Assigned task:
Copy the entries that follow, exactly and completely.

· · · ·

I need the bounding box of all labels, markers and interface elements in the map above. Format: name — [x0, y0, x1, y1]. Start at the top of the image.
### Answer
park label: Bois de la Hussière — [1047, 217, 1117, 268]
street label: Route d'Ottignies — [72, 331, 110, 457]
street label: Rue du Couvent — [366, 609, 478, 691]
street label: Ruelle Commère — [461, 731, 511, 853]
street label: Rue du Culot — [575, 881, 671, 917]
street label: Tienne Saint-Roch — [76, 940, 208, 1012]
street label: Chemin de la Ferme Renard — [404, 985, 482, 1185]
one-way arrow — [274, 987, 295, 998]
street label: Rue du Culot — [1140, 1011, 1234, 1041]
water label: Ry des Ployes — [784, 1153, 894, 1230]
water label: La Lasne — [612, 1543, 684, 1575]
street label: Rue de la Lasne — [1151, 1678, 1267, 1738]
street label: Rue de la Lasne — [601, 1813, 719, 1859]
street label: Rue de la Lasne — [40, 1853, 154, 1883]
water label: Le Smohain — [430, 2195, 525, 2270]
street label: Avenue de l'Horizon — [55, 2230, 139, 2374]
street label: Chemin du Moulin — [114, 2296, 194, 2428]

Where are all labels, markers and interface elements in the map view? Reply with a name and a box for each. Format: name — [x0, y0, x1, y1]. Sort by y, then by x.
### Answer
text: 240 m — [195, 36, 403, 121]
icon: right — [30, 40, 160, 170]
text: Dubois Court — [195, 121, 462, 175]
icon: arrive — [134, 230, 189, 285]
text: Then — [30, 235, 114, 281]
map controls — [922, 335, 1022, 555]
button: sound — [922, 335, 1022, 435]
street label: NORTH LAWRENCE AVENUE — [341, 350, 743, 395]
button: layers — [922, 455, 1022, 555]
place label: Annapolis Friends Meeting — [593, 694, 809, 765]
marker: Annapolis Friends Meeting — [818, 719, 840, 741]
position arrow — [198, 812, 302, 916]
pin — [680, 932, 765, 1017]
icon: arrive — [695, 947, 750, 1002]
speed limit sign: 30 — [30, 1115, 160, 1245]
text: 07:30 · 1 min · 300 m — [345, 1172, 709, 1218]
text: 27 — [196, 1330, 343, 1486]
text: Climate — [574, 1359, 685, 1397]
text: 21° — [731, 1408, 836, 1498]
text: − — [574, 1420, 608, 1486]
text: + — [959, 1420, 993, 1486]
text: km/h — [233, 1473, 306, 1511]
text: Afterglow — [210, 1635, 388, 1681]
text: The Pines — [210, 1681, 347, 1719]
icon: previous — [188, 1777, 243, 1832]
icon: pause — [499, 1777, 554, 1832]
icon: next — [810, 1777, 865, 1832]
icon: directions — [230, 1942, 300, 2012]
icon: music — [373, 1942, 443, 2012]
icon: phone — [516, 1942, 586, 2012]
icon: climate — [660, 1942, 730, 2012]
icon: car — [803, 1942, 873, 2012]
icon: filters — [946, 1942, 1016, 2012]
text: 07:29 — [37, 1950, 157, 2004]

· · · ·

Response:
I need the bounding box of all labels, markers and interface elements in the map above. Format: name — [x0, y0, x1, y1]. Start at the top of the image.
### Answer
park label: Bois de la Hussière — [1047, 217, 1117, 268]
street label: Route d'Ottignies — [72, 331, 110, 457]
street label: Rue du Couvent — [366, 609, 478, 691]
street label: Ruelle Commère — [461, 731, 511, 853]
street label: Rue du Culot — [575, 881, 671, 917]
street label: Tienne Saint-Roch — [76, 940, 208, 1012]
street label: Chemin de la Ferme Renard — [404, 985, 482, 1185]
one-way arrow — [274, 987, 295, 998]
street label: Rue du Culot — [1140, 1011, 1234, 1041]
water label: Ry des Ployes — [784, 1153, 894, 1230]
water label: La Lasne — [612, 1543, 684, 1575]
street label: Rue de la Lasne — [1151, 1678, 1267, 1738]
street label: Rue de la Lasne — [601, 1813, 719, 1859]
street label: Rue de la Lasne — [40, 1853, 154, 1883]
water label: Le Smohain — [430, 2195, 525, 2270]
street label: Avenue de l'Horizon — [55, 2230, 139, 2374]
street label: Chemin du Moulin — [114, 2296, 194, 2428]

Where are all labels, markers and interface elements in the map view? Reply with a name and a box for each. Format: name — [x0, y0, x1, y1]. Sort by y, then by x.
### Answer
text: 240 m — [195, 36, 403, 121]
icon: right — [30, 40, 160, 170]
text: Dubois Court — [195, 121, 462, 175]
icon: arrive — [134, 230, 189, 285]
text: Then — [30, 235, 114, 281]
map controls — [922, 335, 1022, 555]
button: sound — [922, 335, 1022, 435]
street label: NORTH LAWRENCE AVENUE — [341, 350, 743, 395]
button: layers — [922, 455, 1022, 555]
place label: Annapolis Friends Meeting — [593, 694, 809, 765]
marker: Annapolis Friends Meeting — [818, 719, 840, 741]
position arrow — [198, 812, 302, 916]
pin — [680, 932, 765, 1017]
icon: arrive — [695, 947, 750, 1002]
speed limit sign: 30 — [30, 1115, 160, 1245]
text: 07:30 · 1 min · 300 m — [345, 1172, 709, 1218]
text: 27 — [196, 1330, 343, 1486]
text: Climate — [574, 1359, 685, 1397]
text: 21° — [731, 1408, 836, 1498]
text: − — [574, 1420, 608, 1486]
text: + — [959, 1420, 993, 1486]
text: km/h — [233, 1473, 306, 1511]
text: Afterglow — [210, 1635, 388, 1681]
text: The Pines — [210, 1681, 347, 1719]
icon: previous — [188, 1777, 243, 1832]
icon: pause — [499, 1777, 554, 1832]
icon: next — [810, 1777, 865, 1832]
icon: directions — [230, 1942, 300, 2012]
icon: music — [373, 1942, 443, 2012]
icon: phone — [516, 1942, 586, 2012]
icon: climate — [660, 1942, 730, 2012]
icon: car — [803, 1942, 873, 2012]
icon: filters — [946, 1942, 1016, 2012]
text: 07:29 — [37, 1950, 157, 2004]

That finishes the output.